Ambari's Kerberos wizard supports FreeIPA natively: it automates principal creation, keytab generation and distribution to all nodes, and service configuration updates for all ODP components.

MIT KDC and Active Directory

For environments without FreeIPA, ODP also supports MIT KDC (standalone) and Active Directory (via cross-realm trusts or direct AD integration) as Kerberos providers.

Apache Ranger — Authorization

Apache Ranger provides centralized, fine-grained authorization for all ODP services. Ranger policies are defined once in the Ranger Admin UI and enforced by lightweight plugins running inside each service.

Policy Models

Role-Based Access Control (RBAC): Policies grant or deny access to resources (HDFS paths, Hive databases/tables/columns, Kafka topics, HBase tables) based on users and groups.

Attribute-Based Access Control (ABAC): Policies can include conditions on request attributes (time of day, IP address range, client application) to implement context-sensitive access rules.

Tag-Based Policies: Ranger integrates with Apache Atlas. When Atlas classifies a column with a tag such as PII or SENSITIVE, Ranger automatically applies masking or denial policies to that column across all engines — without requiring the policy author to know which tables contain sensitive data.

Row-Level and Column-Level Filtering

Ranger supports:

  • Column masking: Replace actual values with masked representations (nullify, hash, partial mask) for unauthorized users — the column is still visible in query results but the data is hidden.
  • Row-level filtering: Append a WHERE clause to queries transparently so that users only see rows matching their authorization context.

These capabilities enable self-service access to production datasets without exposing sensitive records.

Ranger Audit

Every access attempt (successful or denied) is logged to the Ranger audit trail, which can be written to HDFS, Solr, or an external SIEM. The audit log records user identity, resource accessed, action taken, policy matched, and result — providing the evidence required for compliance reporting.

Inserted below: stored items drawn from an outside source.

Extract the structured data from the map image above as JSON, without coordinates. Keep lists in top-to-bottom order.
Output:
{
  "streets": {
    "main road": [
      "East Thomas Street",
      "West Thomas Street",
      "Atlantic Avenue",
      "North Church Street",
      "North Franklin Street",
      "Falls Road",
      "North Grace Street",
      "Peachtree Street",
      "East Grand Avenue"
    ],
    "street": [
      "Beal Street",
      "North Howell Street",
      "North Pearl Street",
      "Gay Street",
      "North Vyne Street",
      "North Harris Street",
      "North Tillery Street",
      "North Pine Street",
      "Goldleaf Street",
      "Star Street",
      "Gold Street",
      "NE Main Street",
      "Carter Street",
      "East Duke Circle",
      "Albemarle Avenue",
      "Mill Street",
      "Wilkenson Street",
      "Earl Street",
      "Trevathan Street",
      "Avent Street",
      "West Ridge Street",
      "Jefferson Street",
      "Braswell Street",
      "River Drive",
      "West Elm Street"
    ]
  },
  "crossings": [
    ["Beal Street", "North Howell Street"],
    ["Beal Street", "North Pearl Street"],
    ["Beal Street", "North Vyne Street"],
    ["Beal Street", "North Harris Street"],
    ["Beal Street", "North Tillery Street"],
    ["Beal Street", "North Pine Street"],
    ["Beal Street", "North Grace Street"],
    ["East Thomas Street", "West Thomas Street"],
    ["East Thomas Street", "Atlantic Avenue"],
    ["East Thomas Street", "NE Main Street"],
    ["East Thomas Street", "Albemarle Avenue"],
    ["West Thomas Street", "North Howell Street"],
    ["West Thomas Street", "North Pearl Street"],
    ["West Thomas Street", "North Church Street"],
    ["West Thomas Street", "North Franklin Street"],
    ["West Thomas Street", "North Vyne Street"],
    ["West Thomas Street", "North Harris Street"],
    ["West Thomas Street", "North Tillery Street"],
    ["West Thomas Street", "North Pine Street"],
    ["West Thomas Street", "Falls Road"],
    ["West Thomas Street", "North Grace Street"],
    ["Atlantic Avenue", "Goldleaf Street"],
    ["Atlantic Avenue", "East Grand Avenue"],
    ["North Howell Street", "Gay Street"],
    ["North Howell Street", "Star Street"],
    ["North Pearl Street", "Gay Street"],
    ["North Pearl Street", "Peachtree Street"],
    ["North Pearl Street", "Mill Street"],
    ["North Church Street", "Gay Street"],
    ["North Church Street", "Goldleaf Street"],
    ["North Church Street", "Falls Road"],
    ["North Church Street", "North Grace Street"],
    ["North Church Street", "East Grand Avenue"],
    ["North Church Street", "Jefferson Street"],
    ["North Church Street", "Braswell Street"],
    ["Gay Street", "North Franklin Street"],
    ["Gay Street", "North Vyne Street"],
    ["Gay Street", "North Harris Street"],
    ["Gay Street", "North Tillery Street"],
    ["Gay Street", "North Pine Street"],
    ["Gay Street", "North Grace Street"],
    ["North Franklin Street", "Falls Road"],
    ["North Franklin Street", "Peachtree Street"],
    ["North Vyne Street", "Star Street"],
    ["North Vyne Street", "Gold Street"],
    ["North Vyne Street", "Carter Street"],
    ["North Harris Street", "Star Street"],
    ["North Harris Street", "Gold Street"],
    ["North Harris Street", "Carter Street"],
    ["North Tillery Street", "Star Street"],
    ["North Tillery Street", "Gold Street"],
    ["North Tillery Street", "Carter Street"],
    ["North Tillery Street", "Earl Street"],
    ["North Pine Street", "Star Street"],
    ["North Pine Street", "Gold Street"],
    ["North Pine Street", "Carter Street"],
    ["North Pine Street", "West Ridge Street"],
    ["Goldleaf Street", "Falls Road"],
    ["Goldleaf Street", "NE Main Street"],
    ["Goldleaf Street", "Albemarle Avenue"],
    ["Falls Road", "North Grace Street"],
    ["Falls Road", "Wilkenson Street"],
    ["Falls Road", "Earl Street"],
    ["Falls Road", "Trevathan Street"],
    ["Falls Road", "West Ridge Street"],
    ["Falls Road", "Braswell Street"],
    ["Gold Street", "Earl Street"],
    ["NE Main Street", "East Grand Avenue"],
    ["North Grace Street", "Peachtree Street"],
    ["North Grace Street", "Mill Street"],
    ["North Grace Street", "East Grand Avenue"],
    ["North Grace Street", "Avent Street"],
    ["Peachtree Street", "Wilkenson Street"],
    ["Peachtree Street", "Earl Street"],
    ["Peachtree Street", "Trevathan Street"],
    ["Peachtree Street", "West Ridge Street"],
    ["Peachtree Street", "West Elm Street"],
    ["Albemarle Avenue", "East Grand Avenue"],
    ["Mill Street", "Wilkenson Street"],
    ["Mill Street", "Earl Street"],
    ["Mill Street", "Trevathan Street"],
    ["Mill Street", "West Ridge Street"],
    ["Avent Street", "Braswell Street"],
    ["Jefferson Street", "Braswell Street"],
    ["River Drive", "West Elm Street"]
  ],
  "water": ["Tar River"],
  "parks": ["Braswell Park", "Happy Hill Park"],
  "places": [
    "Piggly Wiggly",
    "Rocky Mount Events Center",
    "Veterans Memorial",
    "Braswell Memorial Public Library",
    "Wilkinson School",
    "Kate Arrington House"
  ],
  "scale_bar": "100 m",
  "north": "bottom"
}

Apache Knox — Perimeter Gateway

Apache Knox acts as the single entry point for external access to ODP cluster services. No internal service ports need to be exposed to clients outside the cluster network.

REST Proxy

Knox translates HTTPS requests from external clients into Kerberos-authenticated requests to internal services:

  • HDFS WebHDFS
  • YARN ResourceManager REST API
  • HiveServer2 (via JDBC-over-HTTPS)
  • HBase REST gateway
  • Ambari REST API

SSO and Identity Federation

Knox integrates with external identity providers via SAML 2.0 and OAuth 2.0/OIDC, enabling single sign-on for web UIs (Ambari, Zeppelin, Ranger Admin). Users authenticate once with their corporate IdP and receive a Knox token that grants access to all authorized cluster services.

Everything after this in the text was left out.